It's commonly coined, "children having children" and the instance of teens giving birth in Richfield continues to be extensively examined. While the rates are still high, Richfield officials said there is some evidence the rates are going down after the implementation of special programs.
"Brooklyn Center and Richfield had the highest teen birth rates outside of the city of Minneapolis and in fact, they might even have higher birth rates," said Brigid Riley, director of the Minnesota Organization on Adolescent Pregnancy, Prevention and Parenting.
Her conclusions are based on a report provided by Hennepin County's Strategic Initiatives & Community Engagement, listing data collected in 2007. The report indicated that Richfield had 46.3 births per 1,000 females ages 15-19, while Minneapolis had 53.0 births and Brooklyn Center had 60.4 births per 1,000.
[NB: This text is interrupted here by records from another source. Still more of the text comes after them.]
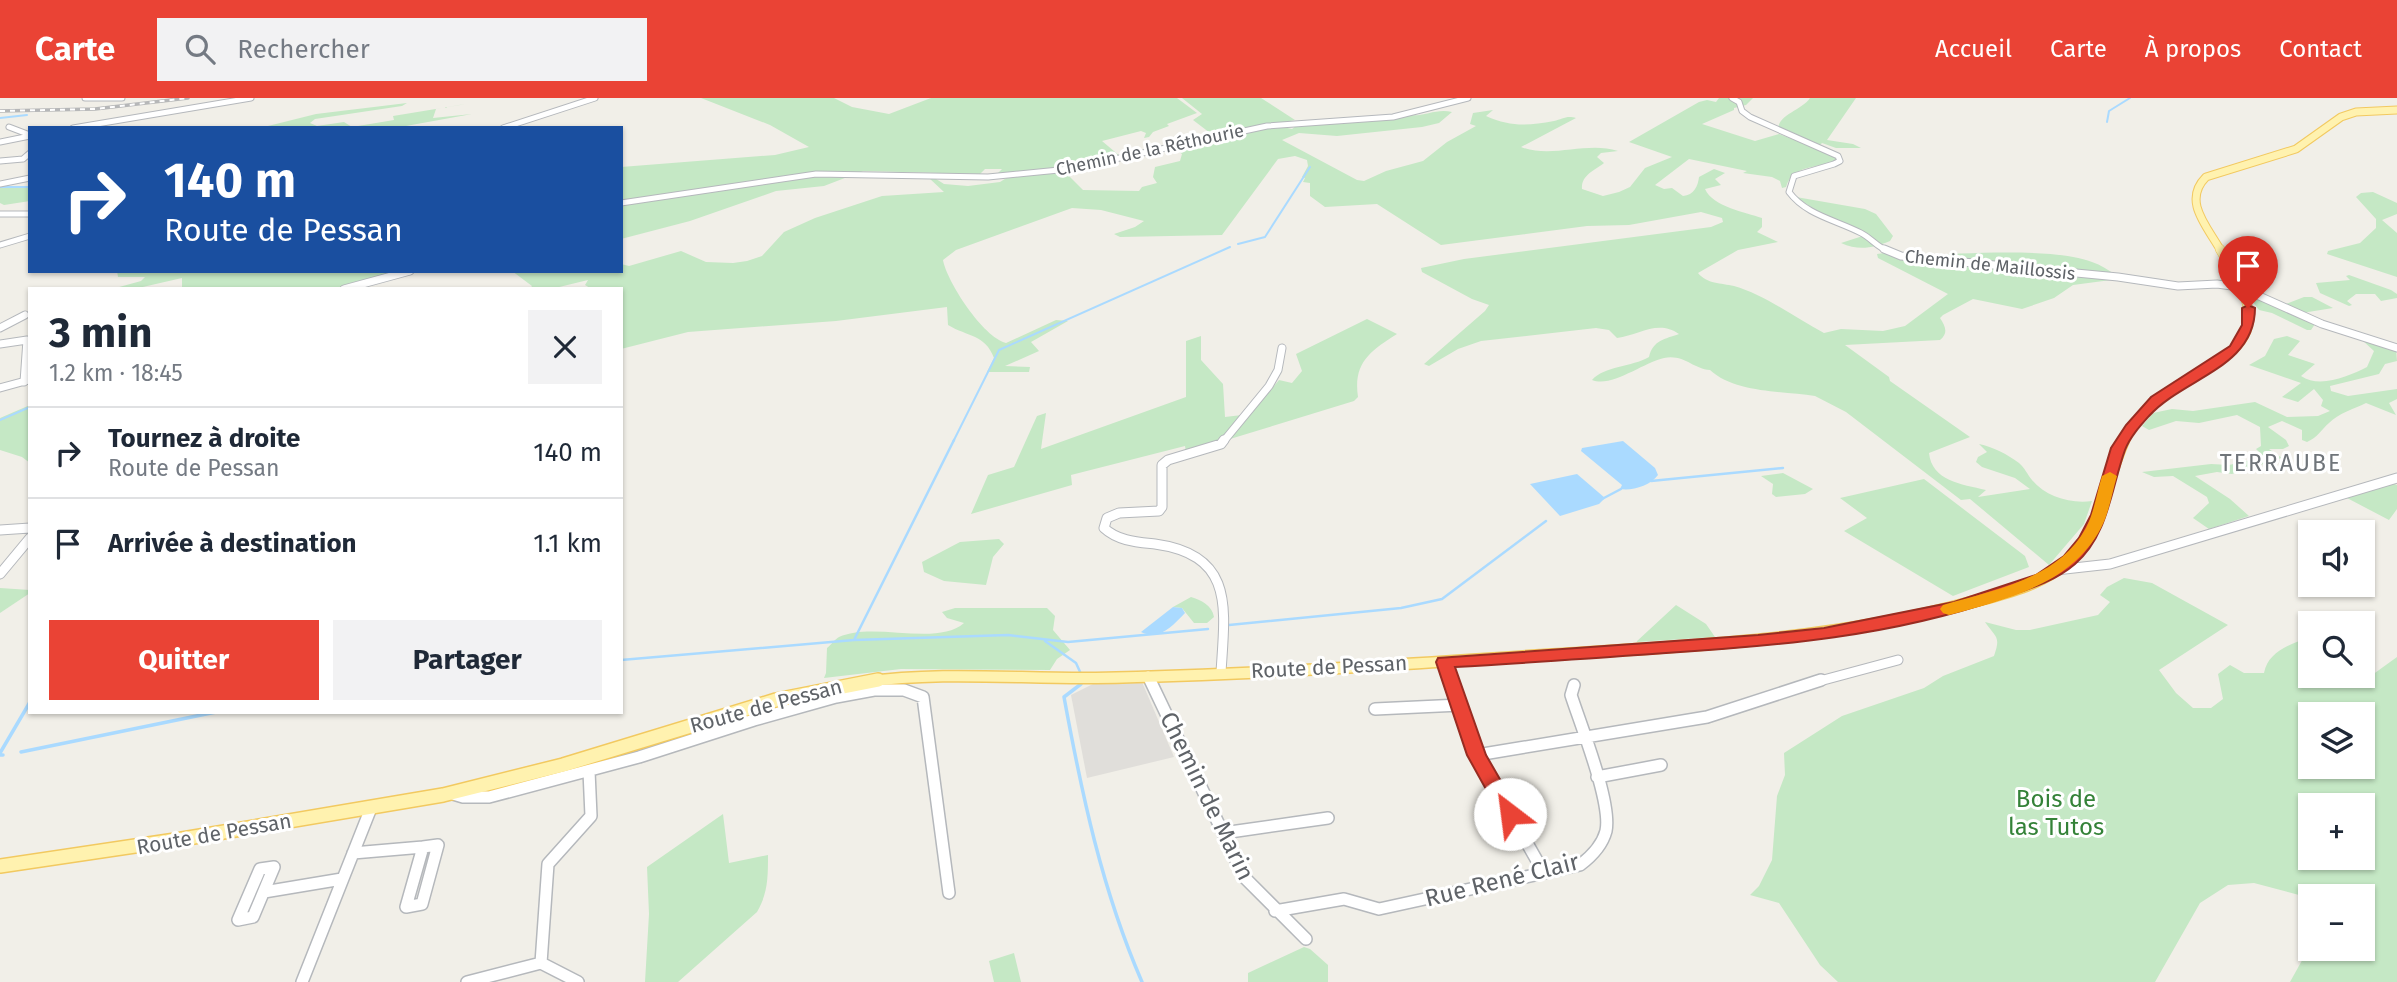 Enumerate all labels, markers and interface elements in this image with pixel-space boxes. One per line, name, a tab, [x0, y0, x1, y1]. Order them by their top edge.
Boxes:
search box	[157, 18, 647, 81]
text: Carte	[35, 29, 115, 69]
icon: search	[181, 30, 219, 68]
text: Rechercher	[237, 34, 370, 65]
text: Accueil	[1935, 35, 2012, 63]
text: Carte	[2050, 35, 2107, 63]
text: À propos	[2145, 35, 2241, 63]
text: Contact	[2279, 35, 2362, 63]
street label: Chemin de la Réthourie	[1054, 119, 1246, 181]
text: 140 m	[164, 151, 296, 210]
icon: right	[49, 154, 140, 245]
text: Route de Pessan	[164, 211, 403, 249]
pin	[2218, 236, 2278, 308]
street label: Chemin de Maillossis	[1904, 245, 2076, 285]
icon: arrive	[2229, 247, 2267, 285]
text: 3 min	[49, 308, 152, 358]
button: close	[528, 310, 602, 384]
text: 1.2 km · 18:45	[49, 359, 183, 387]
text: Tournez à droite	[108, 423, 300, 454]
icon: right	[49, 434, 87, 472]
text: 140 m	[533, 437, 602, 468]
district label: TERRAUBE	[2220, 449, 2342, 477]
text: Route de Pessan	[108, 454, 280, 482]
map controls	[2298, 520, 2375, 961]
button: sound	[2298, 520, 2375, 597]
icon: arrive	[49, 525, 87, 563]
text: Arrivée à destination	[108, 528, 357, 559]
text: 1.1 km	[533, 528, 602, 559]
button: search	[2298, 611, 2375, 688]
button: Quitter	[49, 620, 319, 700]
button: Partager	[333, 620, 602, 700]
street label: Route de Pessan	[1250, 650, 1408, 684]
street label: Route de Pessan	[687, 673, 845, 739]
button: layers	[2298, 702, 2375, 779]
street label: Chemin de Marin	[1154, 707, 1260, 885]
position arrow	[1473, 777, 1547, 851]
park label: Bois de las Tutos	[2008, 785, 2104, 841]
button: +	[2298, 793, 2375, 870]
street label: Route de Pessan	[135, 808, 293, 860]
street label: Rue René Clair	[1422, 847, 1583, 913]
button: −	[2298, 884, 2375, 961] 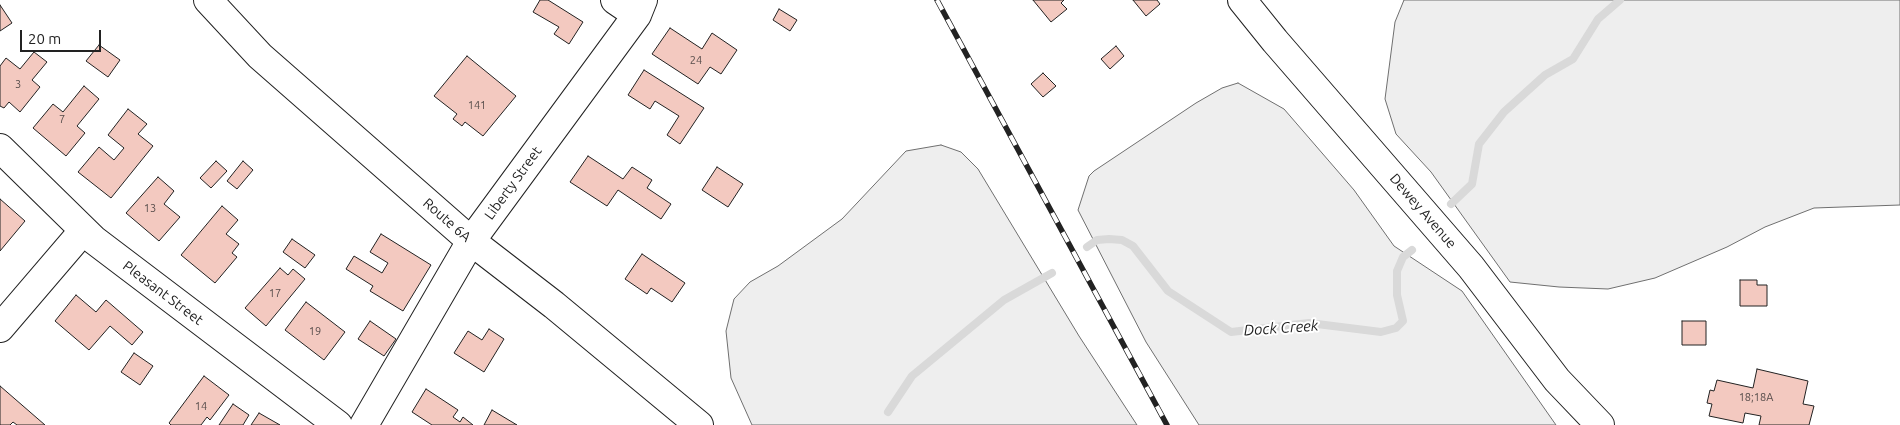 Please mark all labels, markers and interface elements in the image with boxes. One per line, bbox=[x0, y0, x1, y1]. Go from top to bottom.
scale bar bbox=[22, 20, 104, 52]
text: 20 m bbox=[28, 30, 61, 47]
house number: 24 bbox=[690, 53, 702, 67]
house number: 3 bbox=[15, 77, 21, 91]
house number: 141 bbox=[468, 98, 486, 112]
house number: 7 bbox=[59, 112, 65, 126]
street label: Liberty Street bbox=[481, 143, 545, 223]
street label: Dewey Avenue bbox=[1386, 170, 1460, 252]
street label: Route 6A bbox=[419, 195, 475, 245]
house number: 13 bbox=[144, 201, 156, 215]
street label: Pleasant Street bbox=[120, 257, 206, 329]
house number: 17 bbox=[269, 286, 281, 300]
water label: Dock Creek bbox=[1243, 316, 1319, 340]
house number: 19 bbox=[309, 324, 321, 338]
house number: 18;18A bbox=[1739, 390, 1773, 404]
house number: 14 bbox=[195, 399, 207, 413] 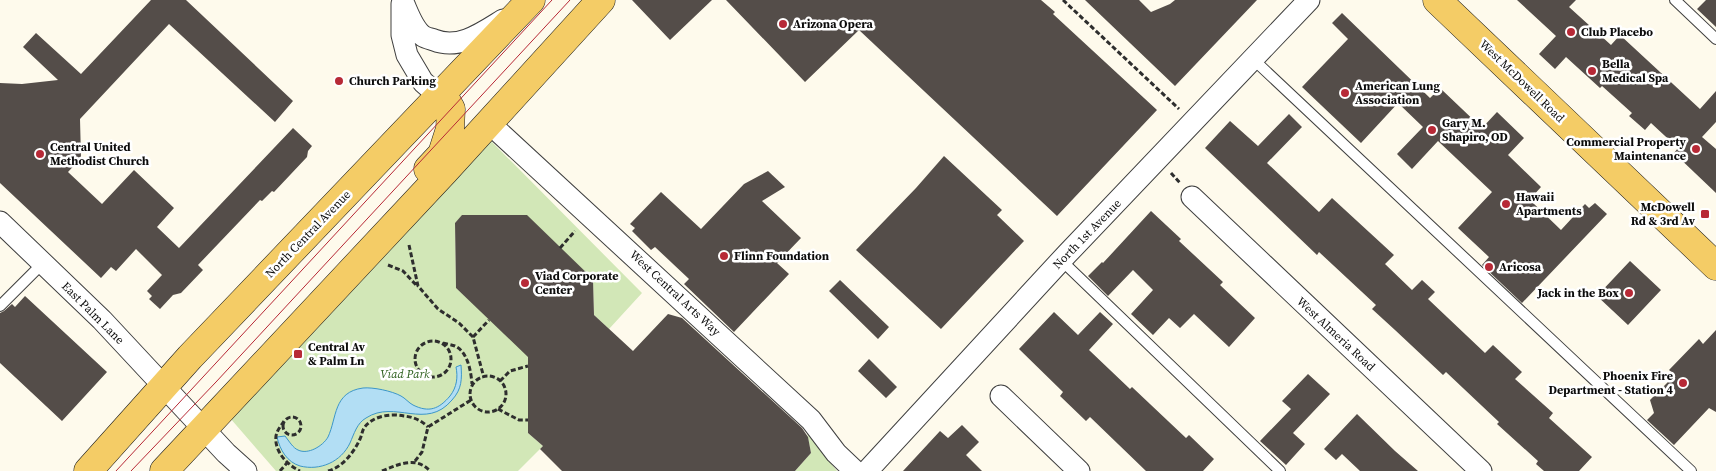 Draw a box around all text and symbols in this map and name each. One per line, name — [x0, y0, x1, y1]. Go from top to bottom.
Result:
place label: Arizona Opera — [793, 16, 873, 32]
marker: Arizona Opera — [777, 18, 789, 30]
place label: Club Placebo — [1581, 24, 1653, 40]
marker: Club Placebo — [1565, 26, 1577, 38]
street label: West McDowell Road — [1476, 36, 1568, 126]
place label: Bella Medical Spa — [1602, 56, 1669, 86]
marker: Bella Medical Spa — [1586, 65, 1598, 77]
place label: Church Parking — [349, 73, 436, 89]
marker: Church Parking — [333, 75, 345, 87]
place label: American Lung Association — [1355, 78, 1440, 108]
marker: American Lung Association — [1339, 87, 1351, 99]
place label: Gary M. Shapiro, OD — [1442, 115, 1508, 145]
marker: Gary M. Shapiro, OD — [1426, 124, 1438, 136]
place label: Commercial Property Maintenance — [1566, 134, 1687, 164]
place label: Central United Methodist Church — [50, 139, 150, 169]
marker: Commercial Property Maintenance — [1690, 143, 1702, 155]
marker: Central United Methodist Church — [34, 148, 46, 160]
street label: North Central Avenue — [262, 187, 354, 281]
place label: Hawaii Apartments — [1516, 189, 1582, 219]
street label: North 1st Avenue — [1049, 195, 1125, 273]
marker: Hawaii Apartments — [1500, 198, 1512, 210]
place label: McDowell Rd & 3rd Av — [1631, 199, 1696, 229]
marker: McDowell Rd & 3rd Av — [1699, 208, 1711, 220]
street label: West Central Arts Way — [626, 247, 724, 340]
place label: Flinn Foundation — [734, 248, 830, 264]
marker: Flinn Foundation — [718, 250, 730, 262]
place label: Aricosa — [1499, 259, 1542, 275]
marker: Aricosa — [1483, 261, 1495, 273]
place label: Viad Corporate Center — [535, 268, 619, 298]
marker: Viad Corporate Center — [519, 277, 531, 289]
street label: East Palm Lane — [58, 278, 128, 348]
place label: Jack in the Box — [1536, 285, 1619, 301]
marker: Jack in the Box — [1623, 287, 1635, 299]
street label: West Almeria Road — [1293, 293, 1379, 375]
place label: Central Av & Palm Ln — [308, 339, 366, 369]
marker: Central Av & Palm Ln — [292, 348, 304, 360]
park label: Viad Park — [380, 366, 430, 382]
place label: Phoenix Fire Department - Station 4 — [1549, 368, 1673, 398]
marker: Phoenix Fire Department - Station 4 — [1677, 377, 1689, 389] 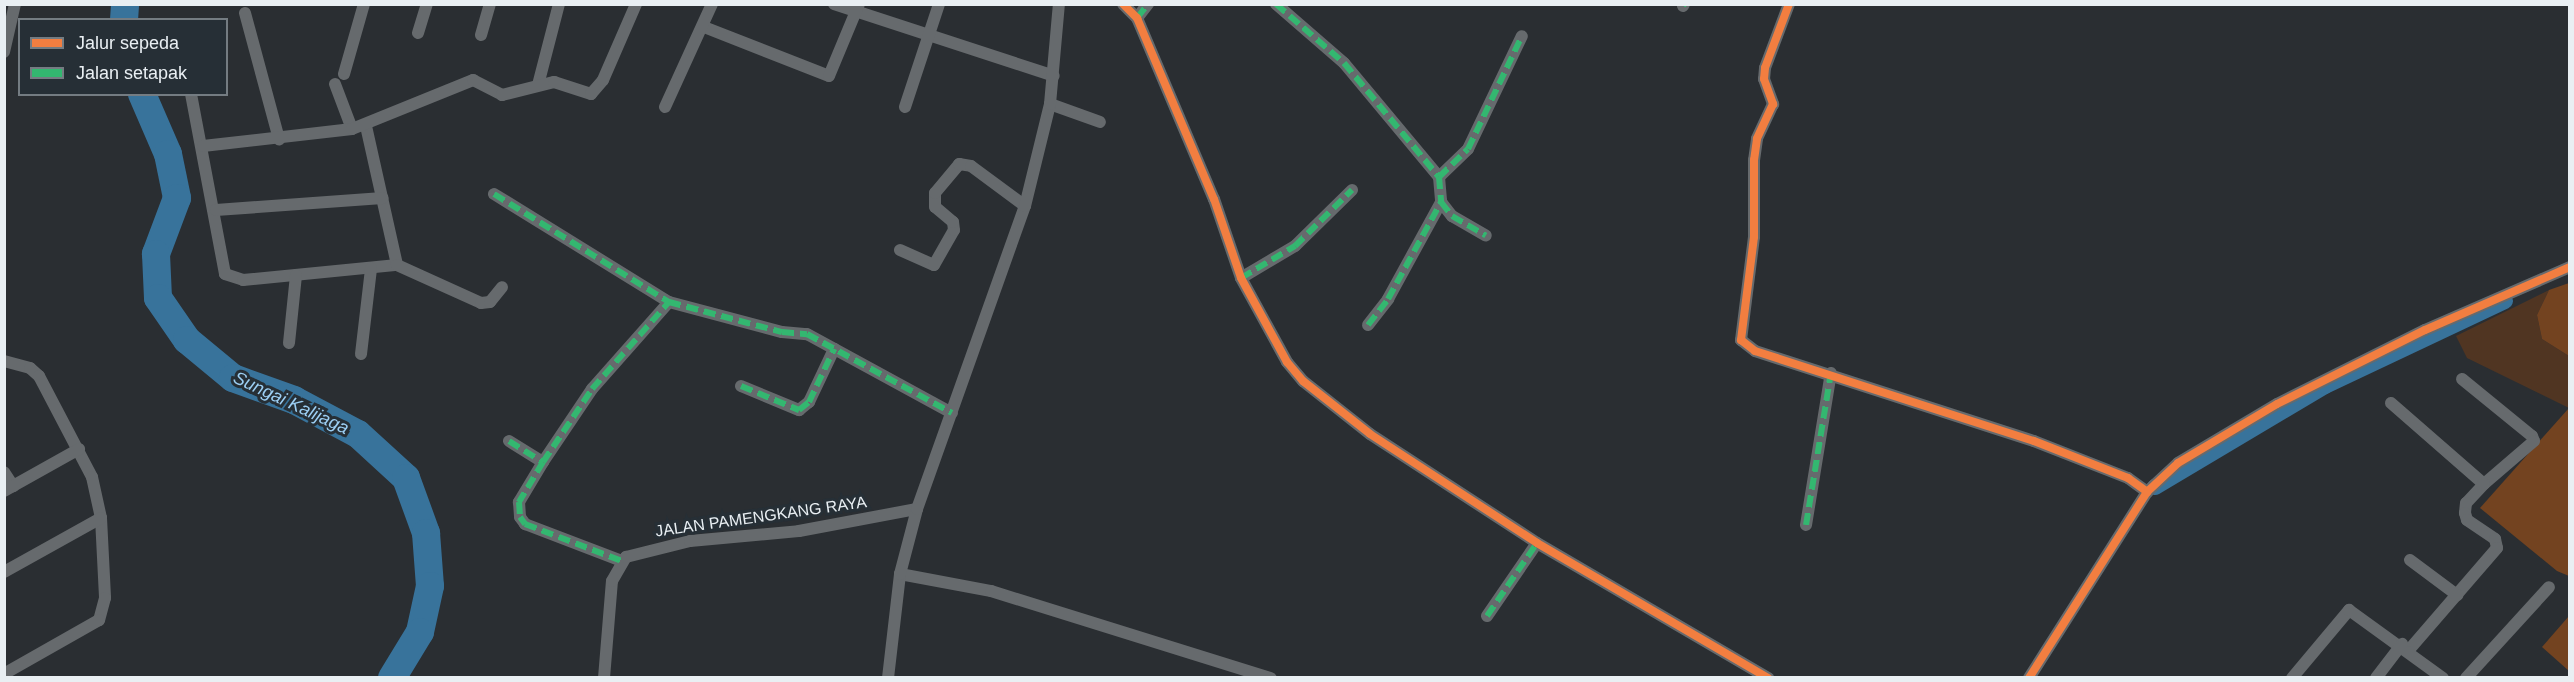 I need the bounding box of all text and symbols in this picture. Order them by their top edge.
legend [18,18,228,96]
text: Jalur sepeda [76,33,179,53]
text: Jalan setapak [76,63,187,83]
water label: Sungai Kalijaga [230,367,352,439]
street label: JALAN PAMENGKANG RAYA [654,493,868,541]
The numbers were shared with city and school officials in Richfield and Brooklyn Center, and their response has included the implementation of the county-funded Teen Pregnancy Prevention Pilot Project, which is designed to address risk factors related to teen pregnancy occurring in each respective community.
"There's a lot of risk factors for teen pregnancy,"said Katherine Meerse, director of Hennepin County's It's Your Future Project. "I think you see some of the important ones that we see in Richfield, and in Brooklyn Center, and in Minneapolis, include poverty, include some higher rates of drug and alcohol use among young people."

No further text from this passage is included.